Weighted Random Distribution

About this topic, this article gives quite a detailed description. This chapter is going to rephrase some of the description of it and rewrite the sample code into Java.

Preface

If we'd like to randomly choose an element in an array, and each element has the same probability to be chosen, then we just generate a random int $i \in [0, N)$ where $N$ is the number of elements, and use $i$ as the index to access the element in the array. This is called uniform distribution.

But what if we'd like the elements have different likelihood to be chosen? That is weighted random distribution problem. Let's say we want the item with hight weight value more likely to be chosen and the probability is a linear function of weight. In other words, if item A has weight $1$ and item B has weight $2$ , then the item B is twice as likely to be chosen as item A.

The solution to this problem depends on the actual demand of the problem and properties of the weight value. Before we start to solve the problem, we should take notice of the following few questions:

How many items to be randomly chosen from?
Do the members of item list change frequently?
Does weight value of an item change frequently?
How much extra space we can use?
How is the precision of weight value? That is, is the value an integer or decimal? if it is a float number, how many decimal spaces is allowed?

Based on different answers to these questions, the different solution is most suitable.

Precision of weight value

Let's talk about precision or number of decimal spaces of weight value.
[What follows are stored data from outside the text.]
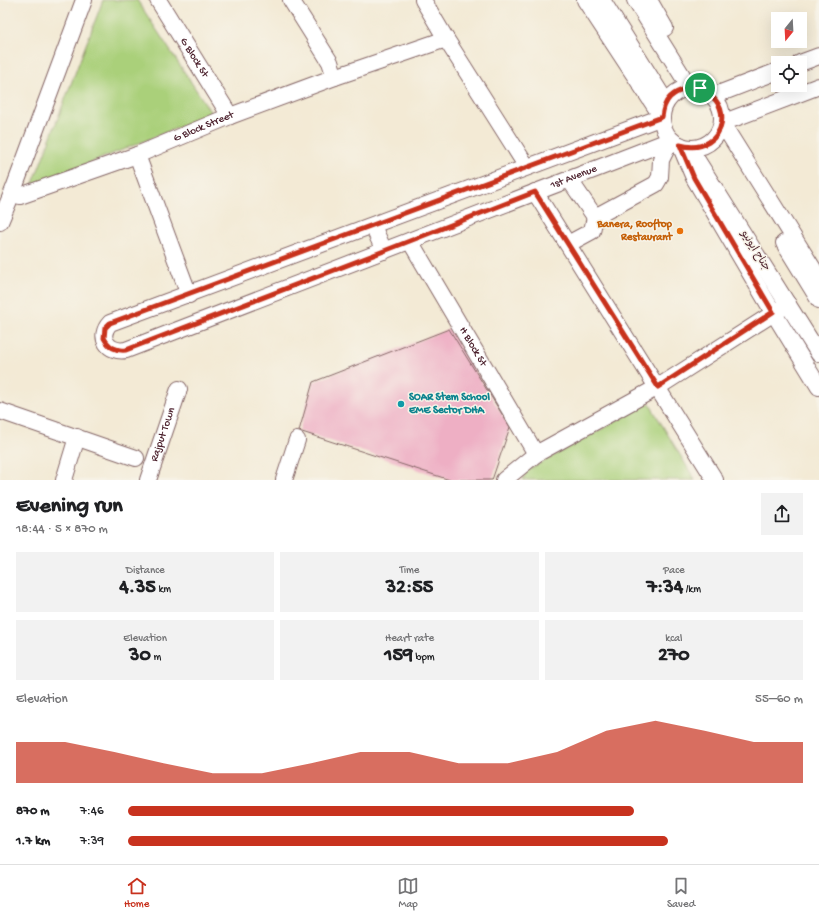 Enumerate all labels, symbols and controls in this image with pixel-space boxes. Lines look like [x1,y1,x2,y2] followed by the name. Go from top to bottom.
[771,12,807,48] north arrow
[771,12,807,92] map controls
[177,36,211,81] street label: G Block St
[771,56,807,92] button: locate
[683,71,717,105] pin
[689,77,711,99] icon: arrive
[172,109,237,145] street label: G Block Street
[548,163,599,192] street label: 1st Avenue
[596,218,674,244] place label: Banera, Rooftop Restaurant
[675,226,685,236] marker: Banera, Rooftop Restaurant
[737,227,773,274] street label: جناح ایونیو
[456,325,490,370] street label: H Block St
[408,391,490,417] place label: SOAR Stem School EME Sector DHA
[396,399,406,409] marker: SOAR Stem School EME Sector DHA
[149,405,179,463] street label: Rajput Town
[761,493,803,535] button: share
[16,494,123,520] text: Evening run
[16,522,108,537] text: 18:44 · 5 × 870 m
[126,565,165,577] text: Distance
[399,565,420,577] text: Time
[663,565,685,577] text: Pace
[119,577,156,600] text: 4.35
[386,577,433,600] text: 32:55
[647,577,683,600] text: 7:34
[156,584,171,596] text: km
[683,584,701,596] text: /km
[123,633,167,645] text: Elevation
[385,633,434,645] text: Heart rate
[665,633,682,645] text: kcal
[129,645,151,668] text: 30
[384,645,413,668] text: 159
[658,645,690,668] text: 270
[151,652,161,664] text: m
[413,652,435,664] text: bpm
[16,692,68,707] text: Elevation
[755,692,803,707] text: 55–60 m
[16,804,50,819] text: 870 m
[80,804,104,819] text: 7:46
[16,834,50,849] text: 1.7 km
[80,834,104,849] text: 7:39
[124,875,149,911] tab: Home
[397,875,419,911] tab: Map
[667,875,695,911] tab: Saved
The first thing we need to do is to uniform all the value into integer. Why we need to do this? That is because our random number generated is ususally integer, if we'd like to use this integer random value to pick element, we have to either translate the random number to decimal or translate the weight value into integer.

But why we should translate the weight value instead of the converse? Because in a computer system, some decimal number in base 10 is in fact not able to be represented precisely in binary. So it is better to translate all the values into integer.

After the translation, we can set out to find methods to meet the demand.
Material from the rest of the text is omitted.